**Work item**:
Take the entries that follow and return exactly the lines from the one holding "I am building a map index. Dump" through the one holding "Describe this map", both included. Nothing else is needed.

(Data excerpts)
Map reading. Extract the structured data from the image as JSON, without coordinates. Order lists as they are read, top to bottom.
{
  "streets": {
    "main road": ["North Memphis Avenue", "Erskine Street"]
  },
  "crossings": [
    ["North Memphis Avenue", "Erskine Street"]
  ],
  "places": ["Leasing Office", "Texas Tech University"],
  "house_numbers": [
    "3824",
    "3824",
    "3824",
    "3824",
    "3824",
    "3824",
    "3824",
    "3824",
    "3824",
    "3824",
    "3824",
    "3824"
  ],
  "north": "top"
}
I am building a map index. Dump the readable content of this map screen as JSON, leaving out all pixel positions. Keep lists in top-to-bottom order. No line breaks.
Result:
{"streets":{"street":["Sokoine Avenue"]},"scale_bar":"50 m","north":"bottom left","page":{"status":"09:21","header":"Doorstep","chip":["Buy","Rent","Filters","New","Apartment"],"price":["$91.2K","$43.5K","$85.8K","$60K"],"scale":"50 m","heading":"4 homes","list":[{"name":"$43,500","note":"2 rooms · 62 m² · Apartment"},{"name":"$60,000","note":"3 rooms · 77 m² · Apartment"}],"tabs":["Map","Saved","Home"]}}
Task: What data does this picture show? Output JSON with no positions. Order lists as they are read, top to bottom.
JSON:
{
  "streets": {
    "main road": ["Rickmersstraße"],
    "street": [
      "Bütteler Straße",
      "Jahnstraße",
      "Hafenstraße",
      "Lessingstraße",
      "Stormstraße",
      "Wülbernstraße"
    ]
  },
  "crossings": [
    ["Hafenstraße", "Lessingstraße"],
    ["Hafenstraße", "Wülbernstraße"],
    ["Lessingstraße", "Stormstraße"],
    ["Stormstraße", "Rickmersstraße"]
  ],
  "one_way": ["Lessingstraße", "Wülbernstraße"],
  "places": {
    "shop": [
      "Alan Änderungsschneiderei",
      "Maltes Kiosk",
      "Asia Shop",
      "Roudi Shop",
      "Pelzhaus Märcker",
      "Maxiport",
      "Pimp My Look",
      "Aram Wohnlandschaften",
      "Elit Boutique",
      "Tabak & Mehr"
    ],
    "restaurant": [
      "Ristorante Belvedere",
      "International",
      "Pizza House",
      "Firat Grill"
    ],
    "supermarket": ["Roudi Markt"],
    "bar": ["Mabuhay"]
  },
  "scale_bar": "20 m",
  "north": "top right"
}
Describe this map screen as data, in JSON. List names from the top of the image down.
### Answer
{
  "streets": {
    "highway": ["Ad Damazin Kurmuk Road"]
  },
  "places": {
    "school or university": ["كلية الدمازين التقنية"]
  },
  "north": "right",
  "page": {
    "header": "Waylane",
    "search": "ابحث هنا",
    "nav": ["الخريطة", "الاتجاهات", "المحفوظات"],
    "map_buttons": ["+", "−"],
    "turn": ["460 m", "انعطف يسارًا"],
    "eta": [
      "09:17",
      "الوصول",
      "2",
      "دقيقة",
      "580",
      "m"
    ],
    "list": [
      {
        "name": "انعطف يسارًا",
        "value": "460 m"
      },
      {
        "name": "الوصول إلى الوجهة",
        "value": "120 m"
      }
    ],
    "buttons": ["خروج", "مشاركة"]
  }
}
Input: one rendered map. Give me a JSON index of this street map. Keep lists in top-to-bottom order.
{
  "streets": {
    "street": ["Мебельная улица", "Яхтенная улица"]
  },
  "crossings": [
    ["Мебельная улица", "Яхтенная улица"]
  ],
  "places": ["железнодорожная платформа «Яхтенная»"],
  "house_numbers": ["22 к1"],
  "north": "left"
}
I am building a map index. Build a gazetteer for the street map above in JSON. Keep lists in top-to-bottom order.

**Answer space**:
I am building a map index. Dump the readable content of this map screen as JSON, leaving out all pixel positions. Keep lists in top-to-bottom order. No line breaks.
Result:
{"streets":{"street":["Sokoine Avenue"]},"scale_bar":"50 m","north":"bottom left","page":{"status":"09:21","header":"Doorstep","chip":["Buy","Rent","Filters","New","Apartment"],"price":["$91.2K","$43.5K","$85.8K","$60K"],"scale":"50 m","heading":"4 homes","list":[{"name":"$43,500","note":"2 rooms · 62 m² · Apartment"},{"name":"$60,000","note":"3 rooms · 77 m² · Apartment"}],"tabs":["Map","Saved","Home"]}}
Task: What data does this picture show? Output JSON with no positions. Order lists as they are read, top to bottom.
JSON:
{
  "streets": {
    "main road": ["Rickmersstraße"],
    "street": [
      "Bütteler Straße",
      "Jahnstraße",
      "Hafenstraße",
      "Lessingstraße",
      "Stormstraße",
      "Wülbernstraße"
    ]
  },
  "crossings": [
    ["Hafenstraße", "Lessingstraße"],
    ["Hafenstraße", "Wülbernstraße"],
    ["Lessingstraße", "Stormstraße"],
    ["Stormstraße", "Rickmersstraße"]
  ],
  "one_way": ["Lessingstraße", "Wülbernstraße"],
  "places": {
    "shop": [
      "Alan Änderungsschneiderei",
      "Maltes Kiosk",
      "Asia Shop",
      "Roudi Shop",
      "Pelzhaus Märcker",
      "Maxiport",
      "Pimp My Look",
      "Aram Wohnlandschaften",
      "Elit Boutique",
      "Tabak & Mehr"
    ],
    "restaurant": [
      "Ristorante Belvedere",
      "International",
      "Pizza House",
      "Firat Grill"
    ],
    "supermarket": ["Roudi Markt"],
    "bar": ["Mabuhay"]
  },
  "scale_bar": "20 m",
  "north": "top right"
}
Describe this map screen as data, in JSON. List names from the top of the image down.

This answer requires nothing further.